Demi Konten, Kewajiban Terabaikan
Tak hanya itu, demi memenuhi tuntutan jumlah upload harian, banyak orang yang akhirnya fokus membuat konten sehingga mengabaikan kewajiban-kewajiban utamanya yang sudah digariskan Allah. Misalnya, bagi seorang perempuan yang berstatus sebagai ibu, sesungguhnya Islam telah menetapkan kewajiban di pundaknya untuk menjadi manager di dalam rumahnya. Namun, demi mengejar cuan dengan membuat konten, akhirnya fokus mengurus urusan domestik terabaikan. Rumah berantakan, pakaian yang menunggu disetrika menggunung, masak tidak sempat, dan lebih parah lagi bonding dengan anak berkurang. Karena para ibu lebih banyak mengisi waktu luangnya untuk mengedit video konten dan membuat konten-konten baru. Bahkan akhirnya, setiap moment yang dilewati pun tak lepas menjadi bahan konten.
Bukan hanya itu, kewajiban mengkaji Islam dan dakwah yang telah Allah wajibkan kepada diri setiap muslim dan muslimah pun bisa jadi terlalaikan karena sibuk mengurus konten. Hampir Sebagian besar waktu dan pikiran tersedot untuk membuat konten. Miris! Hal tersebut memang tak bisa dilepaskan dari sistem kehidupan kapitalistik yang membuat perekonomian rakyat kian sempit. Maka, tawaran cuan dari Meta seolah menjadi angin segar yang membawa harapan. Betapa tidak, semua orang berpeluang mendapat cuan hanya dengan konsisten meng-upload konten. Siapa yang tidak tertarik mencobanya?
Pahami Skala Prioritas
Bukan tidak boleh menjemput rezeki lewat jalur Meta, tetapi sebagai muslim kita wajib memahami skala prioritas hidup kita. Bukankah kita sudah memahami bahwa tujuan hidup kita adalah untuk beribadah kepada Allah? Maka, tentu setiap apa yang kita lakukan harus bervisi ibadah. Kalaupun ingin membuat konten, maka buatlah konten yang membangun pemikiran dan menginspirasi pada kebaikan, bukan sekadar lucu dan ditonton banyak orang.

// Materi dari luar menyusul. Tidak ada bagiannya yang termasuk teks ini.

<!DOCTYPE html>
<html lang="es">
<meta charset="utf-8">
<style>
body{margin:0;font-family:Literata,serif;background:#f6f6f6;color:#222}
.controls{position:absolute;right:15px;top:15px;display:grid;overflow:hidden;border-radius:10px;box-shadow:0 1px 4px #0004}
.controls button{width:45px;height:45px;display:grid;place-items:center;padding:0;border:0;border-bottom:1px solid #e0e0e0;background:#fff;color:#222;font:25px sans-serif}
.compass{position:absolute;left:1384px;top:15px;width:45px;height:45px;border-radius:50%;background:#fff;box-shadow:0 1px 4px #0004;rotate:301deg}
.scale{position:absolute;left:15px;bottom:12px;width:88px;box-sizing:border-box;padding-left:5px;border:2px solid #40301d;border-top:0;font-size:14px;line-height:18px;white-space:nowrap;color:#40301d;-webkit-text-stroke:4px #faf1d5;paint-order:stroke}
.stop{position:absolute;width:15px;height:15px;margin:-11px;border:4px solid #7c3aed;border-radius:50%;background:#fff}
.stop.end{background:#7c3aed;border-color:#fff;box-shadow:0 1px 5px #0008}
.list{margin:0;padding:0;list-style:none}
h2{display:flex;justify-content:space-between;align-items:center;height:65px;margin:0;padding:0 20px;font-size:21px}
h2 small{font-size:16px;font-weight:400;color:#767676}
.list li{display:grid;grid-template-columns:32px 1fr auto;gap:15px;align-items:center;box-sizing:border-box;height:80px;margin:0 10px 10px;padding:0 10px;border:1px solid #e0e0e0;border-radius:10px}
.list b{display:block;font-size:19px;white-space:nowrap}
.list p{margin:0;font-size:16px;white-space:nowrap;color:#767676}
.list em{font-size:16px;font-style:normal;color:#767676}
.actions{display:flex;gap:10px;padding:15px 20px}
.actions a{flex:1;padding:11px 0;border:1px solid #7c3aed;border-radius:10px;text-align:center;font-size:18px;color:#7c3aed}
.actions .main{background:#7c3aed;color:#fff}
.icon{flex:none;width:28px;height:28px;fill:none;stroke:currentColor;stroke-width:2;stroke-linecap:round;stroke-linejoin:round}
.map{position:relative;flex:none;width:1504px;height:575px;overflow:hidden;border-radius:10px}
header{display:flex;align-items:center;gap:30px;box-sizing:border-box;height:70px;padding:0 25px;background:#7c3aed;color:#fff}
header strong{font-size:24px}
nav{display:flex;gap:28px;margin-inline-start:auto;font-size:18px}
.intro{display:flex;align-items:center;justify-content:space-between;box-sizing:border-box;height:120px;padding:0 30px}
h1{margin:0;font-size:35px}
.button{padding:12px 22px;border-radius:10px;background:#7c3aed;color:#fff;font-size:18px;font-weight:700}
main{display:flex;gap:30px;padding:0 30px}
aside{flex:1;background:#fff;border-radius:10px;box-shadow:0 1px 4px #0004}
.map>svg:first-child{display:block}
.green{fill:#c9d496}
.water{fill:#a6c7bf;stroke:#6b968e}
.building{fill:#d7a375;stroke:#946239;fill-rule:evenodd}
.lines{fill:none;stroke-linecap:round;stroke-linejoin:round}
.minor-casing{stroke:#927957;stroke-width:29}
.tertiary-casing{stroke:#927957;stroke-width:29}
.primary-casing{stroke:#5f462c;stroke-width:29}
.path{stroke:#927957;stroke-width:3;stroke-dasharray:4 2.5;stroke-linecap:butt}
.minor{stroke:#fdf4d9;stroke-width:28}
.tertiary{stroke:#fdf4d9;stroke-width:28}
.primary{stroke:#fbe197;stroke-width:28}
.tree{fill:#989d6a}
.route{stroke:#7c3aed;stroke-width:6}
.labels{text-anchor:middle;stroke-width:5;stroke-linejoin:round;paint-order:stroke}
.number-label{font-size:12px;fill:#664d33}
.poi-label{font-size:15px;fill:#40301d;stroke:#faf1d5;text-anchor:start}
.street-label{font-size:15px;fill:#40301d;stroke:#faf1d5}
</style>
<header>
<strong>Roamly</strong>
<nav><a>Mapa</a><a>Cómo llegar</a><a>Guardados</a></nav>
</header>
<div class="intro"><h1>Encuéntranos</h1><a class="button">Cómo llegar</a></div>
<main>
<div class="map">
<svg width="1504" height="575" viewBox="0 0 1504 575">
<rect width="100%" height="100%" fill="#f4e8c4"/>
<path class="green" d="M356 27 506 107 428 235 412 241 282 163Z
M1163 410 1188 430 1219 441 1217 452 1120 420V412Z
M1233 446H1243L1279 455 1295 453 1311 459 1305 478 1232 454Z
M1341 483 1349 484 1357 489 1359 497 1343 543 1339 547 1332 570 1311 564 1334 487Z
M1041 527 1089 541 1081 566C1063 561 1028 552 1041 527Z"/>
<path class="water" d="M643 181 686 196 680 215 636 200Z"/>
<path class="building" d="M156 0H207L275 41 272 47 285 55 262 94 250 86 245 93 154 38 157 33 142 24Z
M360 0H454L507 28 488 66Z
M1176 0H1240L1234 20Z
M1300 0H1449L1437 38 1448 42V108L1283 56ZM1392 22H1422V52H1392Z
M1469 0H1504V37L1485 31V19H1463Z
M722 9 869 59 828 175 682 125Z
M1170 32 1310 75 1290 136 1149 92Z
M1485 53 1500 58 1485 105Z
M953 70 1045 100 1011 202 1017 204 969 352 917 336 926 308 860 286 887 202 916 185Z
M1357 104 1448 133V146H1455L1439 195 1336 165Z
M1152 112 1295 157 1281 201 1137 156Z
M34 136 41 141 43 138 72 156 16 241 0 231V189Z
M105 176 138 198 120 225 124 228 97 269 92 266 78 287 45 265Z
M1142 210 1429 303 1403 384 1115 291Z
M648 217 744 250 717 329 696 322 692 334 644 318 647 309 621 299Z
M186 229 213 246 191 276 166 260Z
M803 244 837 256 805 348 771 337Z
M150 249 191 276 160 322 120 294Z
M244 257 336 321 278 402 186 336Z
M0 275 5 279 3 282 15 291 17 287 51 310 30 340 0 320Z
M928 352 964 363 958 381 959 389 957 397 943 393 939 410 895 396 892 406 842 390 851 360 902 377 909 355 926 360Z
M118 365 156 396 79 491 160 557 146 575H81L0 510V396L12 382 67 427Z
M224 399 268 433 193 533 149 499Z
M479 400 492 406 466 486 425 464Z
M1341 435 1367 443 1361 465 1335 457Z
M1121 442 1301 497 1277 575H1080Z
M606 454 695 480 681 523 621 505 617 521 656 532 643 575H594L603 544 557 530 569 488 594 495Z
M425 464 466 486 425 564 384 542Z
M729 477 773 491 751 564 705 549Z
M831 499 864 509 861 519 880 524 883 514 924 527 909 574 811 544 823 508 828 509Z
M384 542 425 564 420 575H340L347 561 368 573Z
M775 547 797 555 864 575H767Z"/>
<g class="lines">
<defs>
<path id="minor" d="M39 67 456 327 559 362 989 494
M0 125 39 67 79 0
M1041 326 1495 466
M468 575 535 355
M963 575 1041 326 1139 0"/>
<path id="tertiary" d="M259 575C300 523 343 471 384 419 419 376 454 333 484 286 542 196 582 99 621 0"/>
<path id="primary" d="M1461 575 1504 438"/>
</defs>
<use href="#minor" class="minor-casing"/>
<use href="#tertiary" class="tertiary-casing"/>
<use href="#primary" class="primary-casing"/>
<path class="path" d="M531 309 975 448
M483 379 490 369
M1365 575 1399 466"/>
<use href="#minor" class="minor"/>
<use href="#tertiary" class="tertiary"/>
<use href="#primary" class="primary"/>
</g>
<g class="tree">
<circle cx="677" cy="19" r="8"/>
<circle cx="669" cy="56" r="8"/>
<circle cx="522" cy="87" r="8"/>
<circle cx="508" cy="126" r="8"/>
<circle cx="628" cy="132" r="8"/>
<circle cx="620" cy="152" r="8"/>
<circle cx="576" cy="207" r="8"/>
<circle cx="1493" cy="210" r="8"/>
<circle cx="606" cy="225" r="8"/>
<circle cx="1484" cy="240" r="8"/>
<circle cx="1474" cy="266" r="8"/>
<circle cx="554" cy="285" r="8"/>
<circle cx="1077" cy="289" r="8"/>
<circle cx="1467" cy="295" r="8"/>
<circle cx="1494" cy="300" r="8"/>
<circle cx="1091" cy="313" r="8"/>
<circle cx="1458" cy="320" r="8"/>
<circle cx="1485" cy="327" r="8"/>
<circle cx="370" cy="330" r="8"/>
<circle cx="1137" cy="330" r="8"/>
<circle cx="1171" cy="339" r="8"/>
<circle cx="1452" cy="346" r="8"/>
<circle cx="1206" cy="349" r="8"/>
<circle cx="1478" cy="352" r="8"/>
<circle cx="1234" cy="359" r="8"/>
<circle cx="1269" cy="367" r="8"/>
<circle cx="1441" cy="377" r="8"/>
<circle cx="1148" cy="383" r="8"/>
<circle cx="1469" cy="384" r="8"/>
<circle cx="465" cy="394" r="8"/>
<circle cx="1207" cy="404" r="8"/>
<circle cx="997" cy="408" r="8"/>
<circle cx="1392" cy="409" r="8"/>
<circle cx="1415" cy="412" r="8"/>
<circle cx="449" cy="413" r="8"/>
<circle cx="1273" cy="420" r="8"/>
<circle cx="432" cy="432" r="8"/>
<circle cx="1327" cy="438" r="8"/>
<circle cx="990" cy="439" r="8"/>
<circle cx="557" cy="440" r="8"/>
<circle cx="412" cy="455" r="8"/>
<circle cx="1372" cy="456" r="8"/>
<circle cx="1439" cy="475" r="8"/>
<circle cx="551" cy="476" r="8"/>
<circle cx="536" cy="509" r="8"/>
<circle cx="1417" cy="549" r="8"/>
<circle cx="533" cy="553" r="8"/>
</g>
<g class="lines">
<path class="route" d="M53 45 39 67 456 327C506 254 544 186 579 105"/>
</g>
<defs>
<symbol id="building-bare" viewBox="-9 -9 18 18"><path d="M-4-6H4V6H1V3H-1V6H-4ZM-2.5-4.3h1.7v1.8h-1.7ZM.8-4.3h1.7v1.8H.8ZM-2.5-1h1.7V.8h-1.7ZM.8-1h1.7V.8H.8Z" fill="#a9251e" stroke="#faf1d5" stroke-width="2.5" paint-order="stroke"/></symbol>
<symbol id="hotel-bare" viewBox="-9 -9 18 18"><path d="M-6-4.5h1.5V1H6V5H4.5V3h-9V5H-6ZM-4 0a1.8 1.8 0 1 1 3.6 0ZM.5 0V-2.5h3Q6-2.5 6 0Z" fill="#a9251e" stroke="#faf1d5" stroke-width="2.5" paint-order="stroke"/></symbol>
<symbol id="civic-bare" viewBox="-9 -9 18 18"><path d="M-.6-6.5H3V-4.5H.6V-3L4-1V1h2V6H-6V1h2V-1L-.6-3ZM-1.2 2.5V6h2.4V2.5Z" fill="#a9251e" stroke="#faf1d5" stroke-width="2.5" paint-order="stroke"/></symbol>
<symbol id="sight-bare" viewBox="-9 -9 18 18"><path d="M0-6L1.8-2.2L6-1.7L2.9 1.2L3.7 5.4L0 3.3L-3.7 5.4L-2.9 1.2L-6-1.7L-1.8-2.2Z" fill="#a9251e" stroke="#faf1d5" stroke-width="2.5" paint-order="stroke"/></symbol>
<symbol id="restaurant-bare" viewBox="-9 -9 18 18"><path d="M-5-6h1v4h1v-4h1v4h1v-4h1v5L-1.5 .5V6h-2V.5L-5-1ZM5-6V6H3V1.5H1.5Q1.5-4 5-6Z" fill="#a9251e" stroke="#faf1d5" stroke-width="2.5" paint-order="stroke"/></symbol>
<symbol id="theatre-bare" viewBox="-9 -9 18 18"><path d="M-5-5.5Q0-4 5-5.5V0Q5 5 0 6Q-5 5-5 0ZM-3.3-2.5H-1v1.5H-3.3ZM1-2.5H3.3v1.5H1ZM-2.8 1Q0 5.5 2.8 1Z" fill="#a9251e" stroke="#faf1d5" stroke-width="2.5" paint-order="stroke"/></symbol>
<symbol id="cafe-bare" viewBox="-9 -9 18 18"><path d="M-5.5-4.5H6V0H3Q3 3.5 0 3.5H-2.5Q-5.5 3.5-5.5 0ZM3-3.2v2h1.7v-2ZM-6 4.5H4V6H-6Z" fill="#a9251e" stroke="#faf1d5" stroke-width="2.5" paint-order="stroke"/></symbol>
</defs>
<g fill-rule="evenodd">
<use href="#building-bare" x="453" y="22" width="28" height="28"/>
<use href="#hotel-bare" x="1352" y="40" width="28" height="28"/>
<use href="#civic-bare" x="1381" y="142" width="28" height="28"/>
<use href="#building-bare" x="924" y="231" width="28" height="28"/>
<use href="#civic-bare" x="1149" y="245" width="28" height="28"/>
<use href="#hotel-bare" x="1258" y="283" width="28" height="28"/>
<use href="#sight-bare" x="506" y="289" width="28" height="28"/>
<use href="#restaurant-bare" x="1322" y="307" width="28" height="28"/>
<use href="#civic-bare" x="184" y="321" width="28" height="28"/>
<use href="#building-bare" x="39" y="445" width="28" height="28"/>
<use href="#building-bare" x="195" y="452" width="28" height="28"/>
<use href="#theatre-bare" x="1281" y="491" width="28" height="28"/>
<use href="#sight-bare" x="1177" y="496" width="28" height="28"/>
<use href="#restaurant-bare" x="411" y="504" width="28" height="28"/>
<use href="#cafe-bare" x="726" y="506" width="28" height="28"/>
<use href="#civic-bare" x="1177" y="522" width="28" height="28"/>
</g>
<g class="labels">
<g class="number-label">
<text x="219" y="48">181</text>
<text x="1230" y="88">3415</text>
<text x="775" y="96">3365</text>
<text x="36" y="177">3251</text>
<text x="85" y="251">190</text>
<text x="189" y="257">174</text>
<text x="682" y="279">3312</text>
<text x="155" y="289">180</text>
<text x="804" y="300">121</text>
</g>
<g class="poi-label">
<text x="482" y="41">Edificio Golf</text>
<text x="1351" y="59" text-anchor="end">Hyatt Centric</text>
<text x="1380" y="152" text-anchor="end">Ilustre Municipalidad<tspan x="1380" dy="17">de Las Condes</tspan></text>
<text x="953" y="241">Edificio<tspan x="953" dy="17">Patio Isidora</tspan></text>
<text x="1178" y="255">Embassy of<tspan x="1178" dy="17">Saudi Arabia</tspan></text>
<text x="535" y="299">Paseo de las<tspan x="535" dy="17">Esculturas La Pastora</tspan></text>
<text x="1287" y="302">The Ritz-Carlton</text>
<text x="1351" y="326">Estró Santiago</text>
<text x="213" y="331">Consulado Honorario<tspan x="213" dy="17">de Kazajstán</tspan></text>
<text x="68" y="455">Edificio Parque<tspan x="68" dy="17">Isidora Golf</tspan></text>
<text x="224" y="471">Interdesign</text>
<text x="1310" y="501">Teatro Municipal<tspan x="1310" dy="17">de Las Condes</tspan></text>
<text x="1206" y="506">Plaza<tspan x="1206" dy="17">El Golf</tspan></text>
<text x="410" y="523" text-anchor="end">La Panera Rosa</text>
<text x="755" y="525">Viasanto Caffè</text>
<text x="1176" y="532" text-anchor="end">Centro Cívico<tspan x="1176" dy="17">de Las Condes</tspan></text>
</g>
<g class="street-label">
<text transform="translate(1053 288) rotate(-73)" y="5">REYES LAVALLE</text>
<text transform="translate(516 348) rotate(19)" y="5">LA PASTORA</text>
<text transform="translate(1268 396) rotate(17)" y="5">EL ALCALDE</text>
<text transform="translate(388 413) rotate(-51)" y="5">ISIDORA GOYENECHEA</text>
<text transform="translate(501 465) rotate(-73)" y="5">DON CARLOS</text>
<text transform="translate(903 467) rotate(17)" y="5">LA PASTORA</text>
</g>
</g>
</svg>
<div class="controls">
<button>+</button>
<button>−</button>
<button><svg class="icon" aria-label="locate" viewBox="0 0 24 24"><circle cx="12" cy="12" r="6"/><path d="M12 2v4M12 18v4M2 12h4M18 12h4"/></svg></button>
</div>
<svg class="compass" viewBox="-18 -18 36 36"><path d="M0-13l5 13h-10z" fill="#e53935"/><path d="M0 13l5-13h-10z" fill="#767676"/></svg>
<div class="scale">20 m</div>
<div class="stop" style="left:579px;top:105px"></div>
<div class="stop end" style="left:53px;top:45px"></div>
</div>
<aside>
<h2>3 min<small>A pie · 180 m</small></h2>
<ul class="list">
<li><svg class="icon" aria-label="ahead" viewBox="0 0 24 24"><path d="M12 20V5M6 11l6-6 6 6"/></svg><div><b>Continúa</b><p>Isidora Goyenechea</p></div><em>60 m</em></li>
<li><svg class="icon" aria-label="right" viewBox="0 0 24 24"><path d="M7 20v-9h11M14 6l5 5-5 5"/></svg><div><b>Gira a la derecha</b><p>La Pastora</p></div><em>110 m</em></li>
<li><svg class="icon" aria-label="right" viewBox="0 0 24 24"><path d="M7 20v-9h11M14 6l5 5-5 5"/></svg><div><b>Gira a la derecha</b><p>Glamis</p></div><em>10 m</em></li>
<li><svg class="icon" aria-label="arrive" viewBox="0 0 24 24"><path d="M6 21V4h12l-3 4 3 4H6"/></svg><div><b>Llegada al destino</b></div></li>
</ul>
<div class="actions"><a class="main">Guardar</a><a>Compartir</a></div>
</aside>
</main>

Bagi seorang muslim semestinya yang dikejar adalah rida Allah, bukan semata limpahan materi duniawi. Oleh karena itu, yang akan menjadi timbangannya dalam beramal adalah halal dan haram, bukan disukai dan tidak disukai orang. Ia juga akan pandai memanage waktunya, agar tidak melalaikan kewajibannya. Bukankah rida Allah lebih dari segalanya?